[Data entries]
------------------------------
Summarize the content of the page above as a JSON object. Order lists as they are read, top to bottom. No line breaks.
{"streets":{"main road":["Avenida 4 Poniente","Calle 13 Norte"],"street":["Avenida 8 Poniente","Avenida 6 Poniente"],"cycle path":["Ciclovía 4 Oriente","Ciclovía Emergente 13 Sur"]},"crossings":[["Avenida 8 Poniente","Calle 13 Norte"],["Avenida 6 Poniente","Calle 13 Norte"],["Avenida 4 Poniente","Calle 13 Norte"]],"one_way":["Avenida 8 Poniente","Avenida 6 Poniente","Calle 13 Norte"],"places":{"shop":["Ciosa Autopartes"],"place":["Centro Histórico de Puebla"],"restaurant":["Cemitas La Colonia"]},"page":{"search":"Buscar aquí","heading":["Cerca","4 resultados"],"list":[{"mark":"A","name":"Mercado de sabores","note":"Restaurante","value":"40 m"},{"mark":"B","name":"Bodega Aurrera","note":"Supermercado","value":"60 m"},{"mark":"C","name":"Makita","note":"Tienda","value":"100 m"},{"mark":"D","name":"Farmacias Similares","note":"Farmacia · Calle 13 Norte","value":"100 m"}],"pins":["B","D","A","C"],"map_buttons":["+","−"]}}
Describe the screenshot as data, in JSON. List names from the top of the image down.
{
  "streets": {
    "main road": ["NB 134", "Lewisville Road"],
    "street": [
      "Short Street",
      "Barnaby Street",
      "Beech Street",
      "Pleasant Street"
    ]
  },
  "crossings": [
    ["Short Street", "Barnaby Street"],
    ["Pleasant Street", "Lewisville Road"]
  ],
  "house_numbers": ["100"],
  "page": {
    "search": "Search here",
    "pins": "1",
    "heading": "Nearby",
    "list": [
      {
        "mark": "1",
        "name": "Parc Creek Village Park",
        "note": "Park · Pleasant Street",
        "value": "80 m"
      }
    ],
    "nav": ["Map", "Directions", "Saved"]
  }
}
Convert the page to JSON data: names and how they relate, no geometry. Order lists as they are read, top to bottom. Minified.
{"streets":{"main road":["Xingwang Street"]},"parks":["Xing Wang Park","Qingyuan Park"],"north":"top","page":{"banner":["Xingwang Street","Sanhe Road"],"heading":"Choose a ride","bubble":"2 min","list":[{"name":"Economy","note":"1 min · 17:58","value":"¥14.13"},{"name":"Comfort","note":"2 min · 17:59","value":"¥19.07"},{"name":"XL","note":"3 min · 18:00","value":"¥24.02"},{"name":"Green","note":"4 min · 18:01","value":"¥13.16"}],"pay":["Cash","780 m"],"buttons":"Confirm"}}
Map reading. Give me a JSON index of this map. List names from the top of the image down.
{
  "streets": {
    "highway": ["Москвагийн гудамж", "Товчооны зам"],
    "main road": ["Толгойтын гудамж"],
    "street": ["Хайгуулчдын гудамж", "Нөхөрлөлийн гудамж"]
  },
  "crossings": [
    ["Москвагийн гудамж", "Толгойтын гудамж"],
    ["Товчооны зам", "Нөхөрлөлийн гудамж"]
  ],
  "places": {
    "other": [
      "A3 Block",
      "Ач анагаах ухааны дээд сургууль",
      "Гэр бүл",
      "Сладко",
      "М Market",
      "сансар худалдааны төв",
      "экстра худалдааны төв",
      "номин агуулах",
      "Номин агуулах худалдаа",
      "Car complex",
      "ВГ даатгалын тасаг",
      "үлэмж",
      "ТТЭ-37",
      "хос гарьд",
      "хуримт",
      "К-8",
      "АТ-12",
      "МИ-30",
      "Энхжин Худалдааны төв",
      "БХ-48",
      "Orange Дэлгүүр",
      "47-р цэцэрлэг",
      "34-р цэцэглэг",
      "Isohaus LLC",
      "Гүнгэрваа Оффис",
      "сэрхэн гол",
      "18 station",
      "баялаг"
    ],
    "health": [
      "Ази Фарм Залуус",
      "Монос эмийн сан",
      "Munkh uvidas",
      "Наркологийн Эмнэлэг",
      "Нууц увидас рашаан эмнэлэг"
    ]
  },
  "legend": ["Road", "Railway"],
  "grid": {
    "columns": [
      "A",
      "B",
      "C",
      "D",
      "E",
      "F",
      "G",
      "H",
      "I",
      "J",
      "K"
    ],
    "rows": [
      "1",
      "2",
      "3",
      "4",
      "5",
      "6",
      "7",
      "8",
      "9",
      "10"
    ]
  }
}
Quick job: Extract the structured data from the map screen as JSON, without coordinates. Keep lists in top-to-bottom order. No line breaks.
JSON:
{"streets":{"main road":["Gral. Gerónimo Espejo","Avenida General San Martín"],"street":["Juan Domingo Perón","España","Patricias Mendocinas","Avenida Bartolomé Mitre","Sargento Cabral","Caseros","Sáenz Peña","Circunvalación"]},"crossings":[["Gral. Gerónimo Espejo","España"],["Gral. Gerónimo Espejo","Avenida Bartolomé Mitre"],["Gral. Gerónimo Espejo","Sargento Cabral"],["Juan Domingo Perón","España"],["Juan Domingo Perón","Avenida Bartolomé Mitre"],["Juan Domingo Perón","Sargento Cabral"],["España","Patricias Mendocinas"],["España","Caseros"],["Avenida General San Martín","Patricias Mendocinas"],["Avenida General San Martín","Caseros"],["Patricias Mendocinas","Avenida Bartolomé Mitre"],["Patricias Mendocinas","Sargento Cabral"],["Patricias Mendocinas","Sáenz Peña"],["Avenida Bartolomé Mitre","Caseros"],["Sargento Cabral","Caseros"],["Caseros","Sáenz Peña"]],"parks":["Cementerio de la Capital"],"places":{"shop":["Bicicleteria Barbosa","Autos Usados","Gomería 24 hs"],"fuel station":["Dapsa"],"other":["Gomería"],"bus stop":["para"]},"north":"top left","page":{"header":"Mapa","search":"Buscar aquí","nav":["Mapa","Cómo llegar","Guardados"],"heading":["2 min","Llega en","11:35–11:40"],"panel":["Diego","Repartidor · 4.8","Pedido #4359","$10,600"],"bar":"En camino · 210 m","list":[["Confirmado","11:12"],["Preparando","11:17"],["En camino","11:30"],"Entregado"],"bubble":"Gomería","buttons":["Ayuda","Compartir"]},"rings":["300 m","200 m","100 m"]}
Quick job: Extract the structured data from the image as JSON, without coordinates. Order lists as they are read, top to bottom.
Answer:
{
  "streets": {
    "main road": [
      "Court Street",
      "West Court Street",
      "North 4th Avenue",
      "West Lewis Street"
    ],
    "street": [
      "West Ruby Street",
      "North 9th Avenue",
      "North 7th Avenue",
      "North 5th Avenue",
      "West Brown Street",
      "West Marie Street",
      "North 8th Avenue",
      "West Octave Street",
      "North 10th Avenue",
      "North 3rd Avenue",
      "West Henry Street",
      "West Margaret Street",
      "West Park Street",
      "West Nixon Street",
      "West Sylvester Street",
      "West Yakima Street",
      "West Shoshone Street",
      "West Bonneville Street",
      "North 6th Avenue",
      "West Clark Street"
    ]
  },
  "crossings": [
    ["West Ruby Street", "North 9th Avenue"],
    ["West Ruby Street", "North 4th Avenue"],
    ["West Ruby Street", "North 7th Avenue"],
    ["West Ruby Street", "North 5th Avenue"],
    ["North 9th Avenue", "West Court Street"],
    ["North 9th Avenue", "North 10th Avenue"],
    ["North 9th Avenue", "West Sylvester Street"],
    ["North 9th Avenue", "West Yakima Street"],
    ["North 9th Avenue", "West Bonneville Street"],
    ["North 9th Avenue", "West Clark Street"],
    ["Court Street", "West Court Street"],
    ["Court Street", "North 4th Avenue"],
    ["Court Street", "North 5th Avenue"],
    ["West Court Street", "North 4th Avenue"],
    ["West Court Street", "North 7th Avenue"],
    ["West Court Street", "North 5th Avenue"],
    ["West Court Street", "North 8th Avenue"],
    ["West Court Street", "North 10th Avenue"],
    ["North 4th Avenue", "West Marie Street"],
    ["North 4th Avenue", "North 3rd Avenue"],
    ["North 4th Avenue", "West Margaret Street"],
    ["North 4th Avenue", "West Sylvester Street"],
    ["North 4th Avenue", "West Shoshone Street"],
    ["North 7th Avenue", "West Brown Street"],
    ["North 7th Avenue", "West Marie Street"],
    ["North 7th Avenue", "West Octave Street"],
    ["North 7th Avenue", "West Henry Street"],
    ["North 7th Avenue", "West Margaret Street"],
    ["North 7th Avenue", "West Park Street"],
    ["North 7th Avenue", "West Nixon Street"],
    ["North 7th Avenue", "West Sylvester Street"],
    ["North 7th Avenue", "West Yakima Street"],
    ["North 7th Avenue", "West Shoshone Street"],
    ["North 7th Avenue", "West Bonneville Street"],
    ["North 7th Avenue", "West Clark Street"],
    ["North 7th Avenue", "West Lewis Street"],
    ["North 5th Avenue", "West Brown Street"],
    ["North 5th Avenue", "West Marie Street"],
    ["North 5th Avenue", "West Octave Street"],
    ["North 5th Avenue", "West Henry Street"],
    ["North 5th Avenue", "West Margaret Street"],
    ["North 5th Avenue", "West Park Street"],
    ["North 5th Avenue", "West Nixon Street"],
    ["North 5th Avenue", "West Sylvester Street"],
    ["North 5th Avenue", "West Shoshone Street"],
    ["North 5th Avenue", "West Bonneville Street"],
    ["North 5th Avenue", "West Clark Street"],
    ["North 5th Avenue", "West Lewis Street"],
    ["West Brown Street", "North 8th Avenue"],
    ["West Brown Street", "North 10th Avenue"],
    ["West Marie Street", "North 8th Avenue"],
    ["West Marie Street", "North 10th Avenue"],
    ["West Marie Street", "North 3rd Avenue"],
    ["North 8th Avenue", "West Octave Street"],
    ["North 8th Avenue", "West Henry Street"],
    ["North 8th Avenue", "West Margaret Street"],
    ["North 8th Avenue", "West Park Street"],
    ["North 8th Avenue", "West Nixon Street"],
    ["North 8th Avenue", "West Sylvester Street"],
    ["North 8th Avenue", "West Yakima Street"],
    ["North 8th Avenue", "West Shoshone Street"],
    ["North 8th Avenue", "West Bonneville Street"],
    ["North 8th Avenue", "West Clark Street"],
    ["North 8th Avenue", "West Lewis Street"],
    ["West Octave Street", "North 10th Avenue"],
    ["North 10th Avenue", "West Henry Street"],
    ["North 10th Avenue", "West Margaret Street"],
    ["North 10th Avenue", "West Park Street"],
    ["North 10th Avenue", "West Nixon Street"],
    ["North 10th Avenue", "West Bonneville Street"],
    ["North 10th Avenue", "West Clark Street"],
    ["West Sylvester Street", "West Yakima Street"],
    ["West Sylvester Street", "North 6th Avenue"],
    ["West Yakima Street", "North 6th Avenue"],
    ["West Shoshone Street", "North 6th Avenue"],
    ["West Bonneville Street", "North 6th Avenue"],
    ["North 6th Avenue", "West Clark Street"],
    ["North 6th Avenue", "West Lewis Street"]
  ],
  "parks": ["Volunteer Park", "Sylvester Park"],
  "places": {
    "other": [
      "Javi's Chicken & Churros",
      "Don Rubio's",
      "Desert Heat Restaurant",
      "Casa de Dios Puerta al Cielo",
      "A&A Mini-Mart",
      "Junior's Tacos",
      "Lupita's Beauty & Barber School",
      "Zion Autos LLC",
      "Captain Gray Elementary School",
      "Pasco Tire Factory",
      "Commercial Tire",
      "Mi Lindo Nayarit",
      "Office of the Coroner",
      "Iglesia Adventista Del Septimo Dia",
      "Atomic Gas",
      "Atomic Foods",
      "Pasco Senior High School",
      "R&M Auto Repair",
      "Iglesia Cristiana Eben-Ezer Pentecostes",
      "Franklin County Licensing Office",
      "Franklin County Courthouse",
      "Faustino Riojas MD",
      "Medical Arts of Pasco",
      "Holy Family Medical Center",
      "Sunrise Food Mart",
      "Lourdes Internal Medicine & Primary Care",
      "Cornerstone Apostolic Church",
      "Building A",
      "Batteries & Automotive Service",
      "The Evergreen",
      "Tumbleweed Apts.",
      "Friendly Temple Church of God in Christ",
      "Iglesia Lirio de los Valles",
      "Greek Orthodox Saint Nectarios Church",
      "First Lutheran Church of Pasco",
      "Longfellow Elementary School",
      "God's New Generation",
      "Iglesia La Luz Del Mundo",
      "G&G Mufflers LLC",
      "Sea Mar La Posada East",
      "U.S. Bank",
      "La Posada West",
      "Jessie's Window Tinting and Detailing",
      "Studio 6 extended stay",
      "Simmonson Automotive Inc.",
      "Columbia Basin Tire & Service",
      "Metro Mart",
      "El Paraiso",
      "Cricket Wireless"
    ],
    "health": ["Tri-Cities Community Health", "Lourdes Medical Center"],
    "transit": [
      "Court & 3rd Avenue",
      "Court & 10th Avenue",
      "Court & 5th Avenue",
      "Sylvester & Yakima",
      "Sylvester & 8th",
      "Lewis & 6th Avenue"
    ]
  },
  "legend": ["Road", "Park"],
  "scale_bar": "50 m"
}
------------------------------
> **Prompt**
Determine the number of lines in these entries that contain the word "names", and write only that number.

> **Answer space**
3